Assigned task
In the answer, each line from the top of the material through the line that contains "M1175 266 1186 301 1139 316 1128 281Z" is restated exactly. No picture is given again.

Exercise inputs
=====
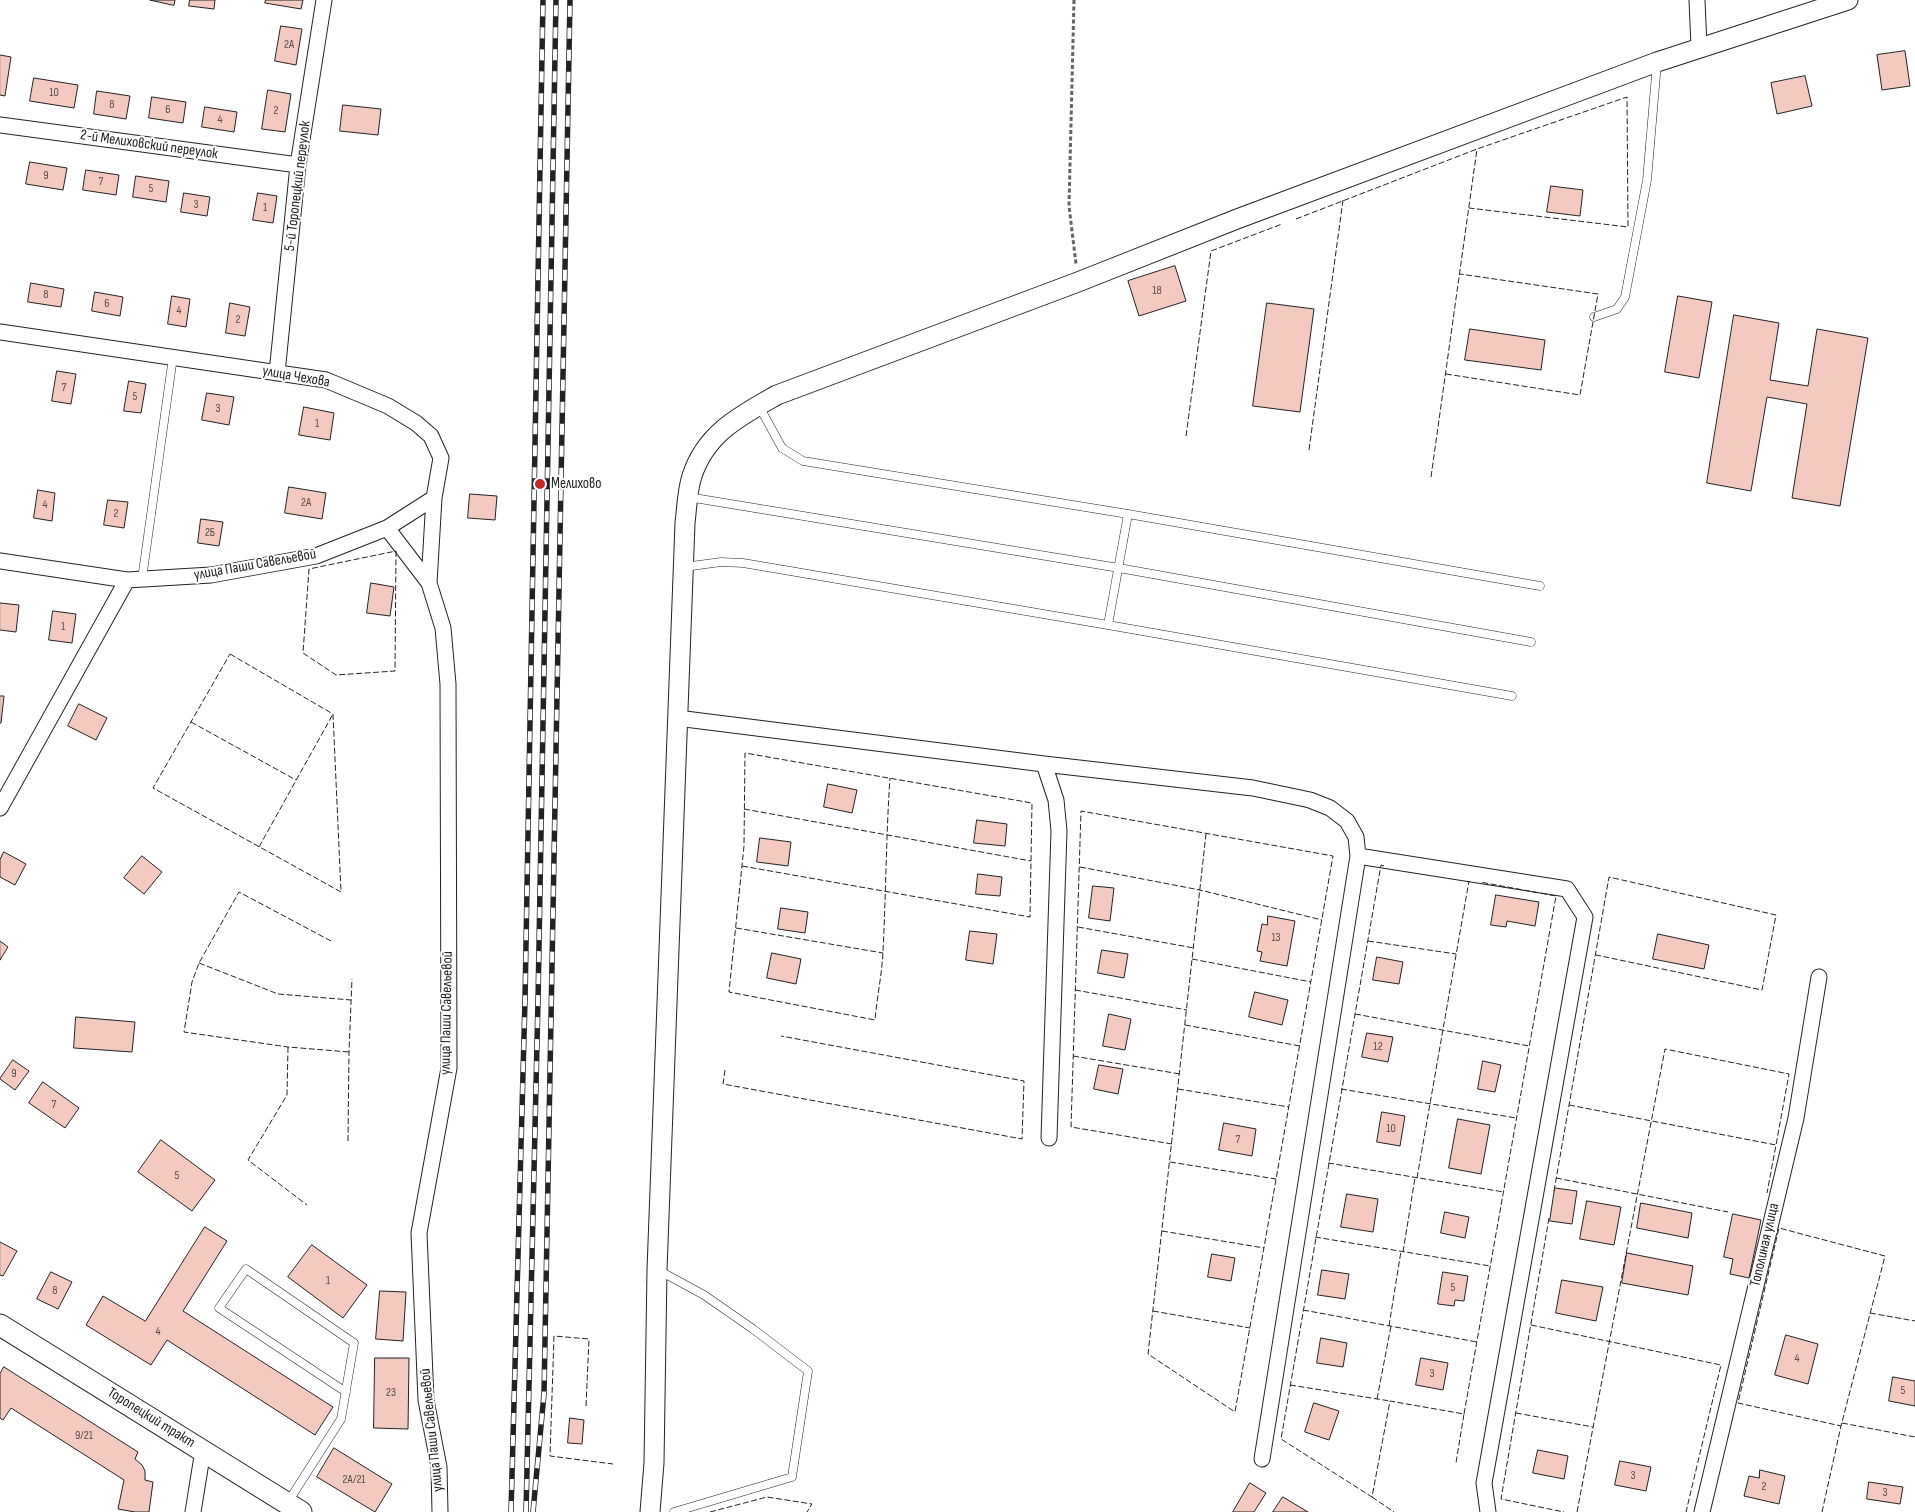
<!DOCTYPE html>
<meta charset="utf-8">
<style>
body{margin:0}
canvas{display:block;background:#fff}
</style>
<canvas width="1915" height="1512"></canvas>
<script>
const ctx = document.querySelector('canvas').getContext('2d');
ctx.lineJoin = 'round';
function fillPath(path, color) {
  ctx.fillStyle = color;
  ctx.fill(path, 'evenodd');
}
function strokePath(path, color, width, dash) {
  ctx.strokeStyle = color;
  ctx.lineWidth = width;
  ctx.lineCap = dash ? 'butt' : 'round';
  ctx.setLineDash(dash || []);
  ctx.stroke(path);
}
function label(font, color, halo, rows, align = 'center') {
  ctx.font = font + ' "Sofia Sans Condensed",sans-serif';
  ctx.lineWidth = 4;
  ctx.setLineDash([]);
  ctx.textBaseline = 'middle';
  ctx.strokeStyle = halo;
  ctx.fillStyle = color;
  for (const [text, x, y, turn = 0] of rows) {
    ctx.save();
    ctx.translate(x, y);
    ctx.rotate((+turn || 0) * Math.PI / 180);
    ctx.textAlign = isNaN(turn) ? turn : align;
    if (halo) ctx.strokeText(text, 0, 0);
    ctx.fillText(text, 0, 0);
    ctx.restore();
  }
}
const building = new Path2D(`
 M150 0H175L174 5Z
 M190 0H215L214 9 189 6Z
 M266 0H303L301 9 265 3Z
 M281 26 302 29 296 65 275 61Z
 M1905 51 1910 86 1882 90 1877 55Z
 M0 55 11 57 5 96 0 95Z
 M1805 76 1812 106 1777 114 1771 83Z
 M34 78 78 85 74 108 30 101Z
 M268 90 291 94 285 132 262 129Z
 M97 91 130 96 126 119 94 114Z
 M152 97 186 102 183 123 149 118Z
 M343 105 381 109 378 135 340 131Z
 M205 107 237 112 234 132 202 127Z
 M30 162 67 168 63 190 26 184Z
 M86 170 119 175 116 195 83 190Z
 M136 176 169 181 166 202 133 197Z
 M1551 186 1583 190 1580 216 1547 212Z
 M184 193 210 197 207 216 181 212Z
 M258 193 277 196 273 223 253 220Z
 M1175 266 1186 301 1139 316 1128 281Z
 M31 283 64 289 61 307 28 302Z
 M95 292 123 297 120 316 92 311Z
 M172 296 190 299 186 327 168 324Z
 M1678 296 1712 302 1699 378 1665 372Z
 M230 303 250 307 245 336 226 333Z
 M1267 303 1314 309 1300 412 1253 406Z
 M1734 315 1779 323 1770 380 1808 386 1817 329 1868 338 1840 506 1792 498 1807 404 1767 397 1751 491 1707 483Z
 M1470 329 1545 340 1541 370 1465 360Z
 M57 371 76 374 71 404 52 401Z
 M129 381 146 384 141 413 124 411Z
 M207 393 234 397 229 425 202 420Z
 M304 407 334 413 330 440 299 435Z
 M289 487 326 493 322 519 285 513Z
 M38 490 55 493 52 521 34 518Z
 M470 494 497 496 495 520 468 518Z
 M108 500 128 502 124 528 104 525Z
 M201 519 223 522 219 546 198 543Z
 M371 583 394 587 390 616 367 613Z
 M0 603 19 605 16 632 0 630Z
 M53 611 76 614 72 643 49 640Z
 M0 696H4L1 723H0Z
 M79 704 107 718 96 740 68 726Z
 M828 784 857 790 852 813 824 807Z
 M977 820 1007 824 1005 846 974 843Z
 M760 838 791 842 788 866 757 862Z
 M4 852 26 864 15 885 0 877V860Z
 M142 856 162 872 144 894 124 878Z
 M978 874 1002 877 1000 896 976 894Z
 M1093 886 1114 888 1110 921 1089 918Z
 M1496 895 1539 902 1535 926 1507 921 1506 927 1491 925Z
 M781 908 808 912 805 933 778 929Z
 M1268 916 1295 921 1287 966 1260 961 1262 952 1257 951 1262 924 1267 925Z
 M970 931 997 934 993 964 966 960Z
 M1658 934 1709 945 1704 969 1653 959Z
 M0 941 8 947 0 960Z
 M1102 950 1128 954 1124 978 1098 973Z
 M772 953 801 959 796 984 767 978Z
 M1377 957 1403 962 1399 984 1373 980Z
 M1255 992 1288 1000 1282 1025 1249 1017Z
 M1109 1014 1131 1019 1125 1050 1103 1046Z
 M76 1017 135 1022 132 1052 74 1048Z
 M1367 1033 1393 1037 1388 1062 1362 1057Z
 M13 1060 29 1071 15 1090 0 1079Z
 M1483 1061 1501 1065 1495 1092 1478 1089Z
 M1099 1065 1123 1069 1118 1094 1094 1089Z
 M43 1082 79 1108 65 1128 29 1103Z
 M1382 1112 1405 1116 1400 1146 1377 1142Z
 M1458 1119 1490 1125 1481 1174 1449 1168Z
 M1224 1123 1256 1129 1252 1156 1219 1150Z
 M161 1140 215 1180 192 1211 138 1172Z
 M1555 1188 1577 1191 1572 1224 1550 1221Z
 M1347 1194 1378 1199 1373 1232 1341 1227Z
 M1587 1201 1621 1207 1614 1245 1580 1239Z
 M1641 1203 1692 1213 1688 1238 1637 1228Z
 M1445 1212 1469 1217 1465 1238 1441 1233Z
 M1733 1214 1761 1220 1749 1278 1730 1274 1733 1259 1724 1257Z
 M205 1227 227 1241 183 1311 333 1407 315 1435 167 1340 151 1365 86 1325 103 1296 145 1321Z
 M0 1242 17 1251 3 1276 0 1275Z
 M312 1245 367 1285 343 1318 288 1277Z
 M1627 1253 1693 1266 1688 1295 1622 1283Z
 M1212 1254 1235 1258 1231 1281 1208 1277Z
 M1322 1270 1349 1274 1345 1299 1318 1295Z
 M51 1272 72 1282 58 1309 37 1299Z
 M1443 1272 1468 1276 1464 1301 1455 1300 1454 1306 1438 1304Z
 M1562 1280 1603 1287 1596 1321 1556 1313Z
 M380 1291 406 1292 403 1341 376 1339Z
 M1786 1335 1818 1344 1808 1384 1775 1375Z
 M1321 1338 1347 1343 1343 1367 1317 1363Z
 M375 1358H409L408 1429 374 1428Z
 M1421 1358 1448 1363 1443 1390 1416 1385Z
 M4 1367 138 1452 135 1459 142 1465 145 1471V1480L153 1482 149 1512H135L118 1509 124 1480 11 1408 3 1420 0 1418V1374Z
 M1893 1377 1915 1381V1406L1889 1401Z
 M1314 1403 1339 1411 1329 1440 1305 1432Z
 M570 1418 584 1420 582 1444 568 1443Z
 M334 1448 392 1484 375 1512 317 1477Z
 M1538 1450 1568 1456 1564 1479 1533 1473Z
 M1620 1461 1651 1467 1646 1491 1615 1485Z
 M1760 1470 1785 1476 1779 1504 1744 1496 1749 1476 1759 1478Z
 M1869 1482 1903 1487 1900 1504 1867 1499Z
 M1250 1483 1266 1493 1254 1512H1233Z
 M1283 1497 1308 1512H1273Z`);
fillPath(building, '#f3c9c0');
strokePath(building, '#222', 1);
const service = new Path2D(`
 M1594 317 1617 309 1625 297 1647 180 1657 63
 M759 406 782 448 803 461 1128 514 1540 586
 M688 497 1119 568 1531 642
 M684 567 721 562 743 563 1108 625 1512 696
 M142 579 173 357
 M1108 625 1128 514
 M658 1270 704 1295 753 1329 808 1371 792 1477 674 1512
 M288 1502 341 1419 354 1343 246 1269 219 1308 346 1392`);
const minor = new Path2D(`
 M1697 0 1699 47
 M0 125 298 165
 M0 332 326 380 388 406 416 423 431 436 441 458 434 498 429 583
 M277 373 298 165 324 0
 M387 528 429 583 443 628 448 684 449 1068 419 1233 426 1400 439 1467 440 1512
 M0 561 127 580 211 575 316 556 387 528 434 498
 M677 718 1044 764 1253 788 1310 800 1330 808 1347 821 1356 837 1358 856 1262 1459
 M1044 764 1056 800 1059 831 1049 1138
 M0 808 127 580
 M1358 856 1567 889 1585 917 1484 1483 1488 1512
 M193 1512 203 1450
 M1702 1512 1796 1118 1819 977`);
const tertiary = new Path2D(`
 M650 1512 654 1463 657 1270 685 523C687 507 687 491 692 476 706 433 740 416 777 395L1078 282 1237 219 1657 62 1848 0`);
const secondary = new Path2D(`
 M0 1325 301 1512`);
strokePath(service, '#222', 9);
strokePath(minor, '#222', 17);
strokePath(tertiary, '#222', 21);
strokePath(secondary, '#222', 23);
strokePath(new Path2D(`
 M1074 0 1069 206 1076 264`), '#646464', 3, [4, 2.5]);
strokePath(service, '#fff', 8);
strokePath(minor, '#fff', 15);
strokePath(tertiary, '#fff', 19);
strokePath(secondary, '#fff', 21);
const rail = new Path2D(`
 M511 1512 525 1000 543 0
 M526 1512 538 1001 556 0
 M533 1512 544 1394 570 0`);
strokePath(rail, '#222', 5.5);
strokePath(rail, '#fff', 4, [11]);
strokePath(new Path2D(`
 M1296 219 1477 149 1627 97 1628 227 1469 208
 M1446 374 1580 395 1598 294 1460 274
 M1186 436 1211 251 1282 224
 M1309 450 1343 200
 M1431 477 1477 149
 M396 551 395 671 336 675 303 653 309 569Z
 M230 654 333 714 341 892 153 788Z
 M191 722 296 780
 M744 809 1031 861
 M259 847 333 714
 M742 866 1030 917 1032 803 745 753 744 846 729 992 875 1020C877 997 882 974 883 951 886 894 886 836 890 778
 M1384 866 1381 865 1281 1439 1372 1497 1390 1401 1464 1414 1456 1463
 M1080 867 1200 890 1322 920
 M1078 927 1194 948
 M736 928 883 953
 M331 941 239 892 199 963 192 982 184 1032 288 1047 349 1052
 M1368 941 1456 954
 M1192 959 1311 982
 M199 963 278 994 351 1000
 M1075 990 1187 1010
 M1355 1014 1529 1046
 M1185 1025 1300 1046
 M288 1047 287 1095 248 1160 307 1205
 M1073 1056 1180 1074
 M725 1070 723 1084 1022 1139 1024 1081 781 1036
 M1178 1089 1289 1107
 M1341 1089 1516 1118
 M1569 1105 1776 1145 1767 1193
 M348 1141 349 1052 352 979
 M1172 1144 1071 1127 1081 811 1333 856 1235 1412 1148 1354 1206 834
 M1170 1162 1276 1179
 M1328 1163 1504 1192
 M1417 1178 1469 881
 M1556 1178 1728 1212
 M1554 1191 1609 877 1776 915 1762 990 1596 955
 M1549 1218 1501 1499 1564 1512
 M1162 1231 1264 1248
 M1315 1237 1490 1266
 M1403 1252 1415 1178
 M1303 1310 1477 1342
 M1153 1311 1250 1328
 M1870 1313 1915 1321
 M1531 1325 1721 1365 1686 1512
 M1389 1326 1401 1251
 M1290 1385 1390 1401
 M1377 1399 1391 1326
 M586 1406 589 1339 554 1336 550 1456 613 1464
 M1516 1413 1593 1427
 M1464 1414 1556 896 1480 882
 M1842 1423 1915 1437
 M1372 1497 1394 1512
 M710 1512 767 1497 812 1504 807 1512
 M1577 1512 1665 1049 1789 1074 1776 1145
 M1822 1512 1841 1426 1885 1256 1779 1228 1738 1403 1841 1426`), '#222', 1, [6, 2.5]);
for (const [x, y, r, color] of [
 [540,484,6,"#c62828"]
]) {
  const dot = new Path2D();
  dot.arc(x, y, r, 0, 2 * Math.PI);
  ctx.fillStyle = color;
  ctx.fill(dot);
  strokePath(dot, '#fff', 2);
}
label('12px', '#564c4a', null, [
 ["2А",289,45],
 ["10",54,93],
 ["8",112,105],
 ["6",168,110],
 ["2",276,111],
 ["4",220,120],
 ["9",46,176],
 ["7",101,182],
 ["5",151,189],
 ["3",196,205],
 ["1",265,208],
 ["18",1157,291],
 ["8",46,295],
 ["6",107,304],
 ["4",179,311],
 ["2",238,320],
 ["7",64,388],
 ["5",135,397],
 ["3",218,409],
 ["1",317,424],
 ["2А",306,503],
 ["4",45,505],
 ["2",116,514],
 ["2Б",210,533],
 ["1",63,627],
 ["13",1276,938],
 ["12",1378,1047],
 ["9",14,1074],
 ["7",54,1105],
 ["10",1391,1129],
 ["7",1238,1140],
 ["5",177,1176],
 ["1",328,1281],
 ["5",1453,1288],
 ["8",55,1291],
 ["4",158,1332],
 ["4",1797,1359],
 ["3",1432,1374],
 ["5",1903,1391],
 ["23",391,1393],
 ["9/21",84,1436],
 ["3",1633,1476],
 ["2А/21",354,1480],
 ["2",1764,1487],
 ["3",1885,1493]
]);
label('15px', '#222', '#fff', [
 ["2-й Мелиховский переулок",149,145,8],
 ["5-й Торопецкий переулок",298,186,-83],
 ["улица Чехова",296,377,10],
 ["улица Паши Савельевой",255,565,-10],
 ["улица Паши Савельевой",447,1013,-89],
 ["Тополиная улица",1765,1245,-77],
 ["Торопецкий тракт",151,1418,32],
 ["улица Паши Савельевой",432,1430,-96]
]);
label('15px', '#222', '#fff', [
 ["Мелихово",551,484]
], 'left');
</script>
=====
Expected answer
<!DOCTYPE html>
<meta charset="utf-8">
<style>
body{margin:0}
canvas{display:block;background:#fff}
</style>
<canvas width="1915" height="1512"></canvas>
<script>
const ctx = document.querySelector('canvas').getContext('2d');
ctx.lineJoin = 'round';
function fillPath(path, color) {
  ctx.fillStyle = color;
  ctx.fill(path, 'evenodd');
}
function strokePath(path, color, width, dash) {
  ctx.strokeStyle = color;
  ctx.lineWidth = width;
  ctx.lineCap = dash ? 'butt' : 'round';
  ctx.setLineDash(dash || []);
  ctx.stroke(path);
}
function label(font, color, halo, rows, align = 'center') {
  ctx.font = font + ' "Sofia Sans Condensed",sans-serif';
  ctx.lineWidth = 4;
  ctx.setLineDash([]);
  ctx.textBaseline = 'middle';
  ctx.strokeStyle = halo;
  ctx.fillStyle = color;
  for (const [text, x, y, turn = 0] of rows) {
    ctx.save();
    ctx.translate(x, y);
    ctx.rotate((+turn || 0) * Math.PI / 180);
    ctx.textAlign = isNaN(turn) ? turn : align;
    if (halo) ctx.strokeText(text, 0, 0);
    ctx.fillText(text, 0, 0);
    ctx.restore();
  }
}
const building = new Path2D(`
 M150 0H175L174 5Z
 M190 0H215L214 9 189 6Z
 M266 0H303L301 9 265 3Z
 M281 26 302 29 296 65 275 61Z
 M1905 51 1910 86 1882 90 1877 55Z
 M0 55 11 57 5 96 0 95Z
 M1805 76 1812 106 1777 114 1771 83Z
 M34 78 78 85 74 108 30 101Z
 M268 90 291 94 285 132 262 129Z
 M97 91 130 96 126 119 94 114Z
 M152 97 186 102 183 123 149 118Z
 M343 105 381 109 378 135 340 131Z
 M205 107 237 112 234 132 202 127Z
 M30 162 67 168 63 190 26 184Z
 M86 170 119 175 116 195 83 190Z
 M136 176 169 181 166 202 133 197Z
 M1551 186 1583 190 1580 216 1547 212Z
 M184 193 210 197 207 216 181 212Z
 M258 193 277 196 273 223 253 220Z
 M1175 266 1186 301 1139 316 1128 281Z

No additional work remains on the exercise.